To play music is one of the most popular hobbies known to man. Many take pleasure in it for various reasons. For one, you might say that you merely enjoy playing music that is why you do so, but, hey, would not it help if you can identify what really makes the experience enjoyable?
Below are some of the benefits you get when you involve yourself in music. So the next time somebody asks you why you do this thing you do, then you’ll have these benefits as your ready answers.
Music is usually connected with emotions. But this doesn’t indicate that it caters only to that. Music may be extremely emotional, but then it stimulates the human brain as well. Is not it that if you strike a chord or write a line or imagine what you will do on stage, you think? The reason why music may really rouse intellectual activity.
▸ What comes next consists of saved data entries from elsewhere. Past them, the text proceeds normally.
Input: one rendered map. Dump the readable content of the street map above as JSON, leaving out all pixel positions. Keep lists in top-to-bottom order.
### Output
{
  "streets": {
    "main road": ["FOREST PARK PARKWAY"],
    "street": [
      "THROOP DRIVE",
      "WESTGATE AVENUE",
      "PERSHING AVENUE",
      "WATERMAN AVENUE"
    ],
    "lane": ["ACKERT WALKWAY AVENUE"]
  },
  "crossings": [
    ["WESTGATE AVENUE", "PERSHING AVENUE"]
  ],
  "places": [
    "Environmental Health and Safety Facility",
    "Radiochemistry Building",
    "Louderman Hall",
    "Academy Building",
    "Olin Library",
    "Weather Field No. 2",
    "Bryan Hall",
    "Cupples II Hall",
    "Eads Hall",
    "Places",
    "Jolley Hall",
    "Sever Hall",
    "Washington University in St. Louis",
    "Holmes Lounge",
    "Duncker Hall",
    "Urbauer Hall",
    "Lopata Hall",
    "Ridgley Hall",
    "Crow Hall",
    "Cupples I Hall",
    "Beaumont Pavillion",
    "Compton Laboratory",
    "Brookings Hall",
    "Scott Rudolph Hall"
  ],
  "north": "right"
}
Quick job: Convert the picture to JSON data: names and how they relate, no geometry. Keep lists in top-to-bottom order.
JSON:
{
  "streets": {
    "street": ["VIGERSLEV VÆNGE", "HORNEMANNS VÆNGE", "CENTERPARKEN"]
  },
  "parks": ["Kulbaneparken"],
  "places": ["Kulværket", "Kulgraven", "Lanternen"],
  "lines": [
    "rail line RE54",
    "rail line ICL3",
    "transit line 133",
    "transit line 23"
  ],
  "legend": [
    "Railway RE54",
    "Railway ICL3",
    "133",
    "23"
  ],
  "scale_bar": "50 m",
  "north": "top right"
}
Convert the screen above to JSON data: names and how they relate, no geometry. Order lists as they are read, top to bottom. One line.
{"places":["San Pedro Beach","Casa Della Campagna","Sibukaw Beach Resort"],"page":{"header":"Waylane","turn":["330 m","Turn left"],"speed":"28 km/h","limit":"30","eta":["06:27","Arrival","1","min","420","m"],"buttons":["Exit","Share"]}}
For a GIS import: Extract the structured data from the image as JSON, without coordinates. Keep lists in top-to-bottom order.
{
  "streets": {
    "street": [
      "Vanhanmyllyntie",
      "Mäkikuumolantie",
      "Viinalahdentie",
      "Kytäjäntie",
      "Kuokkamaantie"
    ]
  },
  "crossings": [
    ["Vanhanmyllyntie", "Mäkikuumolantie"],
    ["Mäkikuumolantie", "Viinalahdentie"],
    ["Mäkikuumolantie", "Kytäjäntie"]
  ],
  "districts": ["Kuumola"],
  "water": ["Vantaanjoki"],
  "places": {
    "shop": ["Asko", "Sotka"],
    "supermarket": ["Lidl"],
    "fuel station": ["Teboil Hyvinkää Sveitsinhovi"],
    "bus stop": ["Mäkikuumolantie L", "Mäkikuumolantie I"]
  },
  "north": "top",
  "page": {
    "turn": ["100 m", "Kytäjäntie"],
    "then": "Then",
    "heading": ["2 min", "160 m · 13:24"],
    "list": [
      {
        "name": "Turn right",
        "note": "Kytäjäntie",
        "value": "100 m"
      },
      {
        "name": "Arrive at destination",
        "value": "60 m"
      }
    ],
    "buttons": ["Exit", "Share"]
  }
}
As an instance, if you take up music lessons, you’re given modules to research. And so, you get your brain to work as you peruse them. Not only that, even those who don’t formally study music dissect songs in order for them to learn and appreciate the songs more. Clearly, the brain functions there, too. Additionally, many studies assert that people who practice music have normally higher IQ scores than people that aren’t musical.
Music really is a stress reliever
So you had a terrible moment. You go directly to your room, and exactly what exactly do you do? Either you turn in your audio player or get your guitar (or, for many others, the piano, the violin, the oboe, the drums, etc.) and begin playing. That’s how music alleviates one’s tension and stress: that if you play audio, it is as if it has a calming effect on you–even if you listen to Korn or Slipknot. Whenever there’s music about, whatever the type as long as it’s appealing to your own ears, everything becomes more bearable: which you find a space to associate all negative feelings you have, then after, you experience this so-called lightness within. As music can direct your emotions, it, too, can well serve as your own handle for your feelings.
Doesn’t it feel great once you’ve finally nailed that sizzling solo you have been wanting to perform? Or perhaps when you are asked, “Hey! Can you play with ‘Spain’ how Dave Weckl did? ,” then you reply, “With eyes closed, yeah,” doesn’t it make you feel happy? When you’ve attained such achievements in audio, it’s almost automatic for you to build up in your confidence too. Getting cocky about it’s a different story, though. The deal here is that: when you study music and your hard work pays off, it gives you a rewarding feeling, a feeling of achievement.
Perhaps this is the most obvious benefit you may get when you play music. An outlet for your emotions, that is how lots of people regard music. And it’s true. When you perform, you are able to let out all your feelings in a song. Actually, even if you’re just a listener, you’ll feel this benefit. For example, once you’re in a good mood, you play something bouncy and bubbly, and when you feel otherwise, you play with tunes which are so bleak they break your heart in two. More importantly, when you, say, sing or play an instrument, you supply the listeners with your own personality. It is like introducing yourself to the audience through music, and by that alone they can tell who you’re.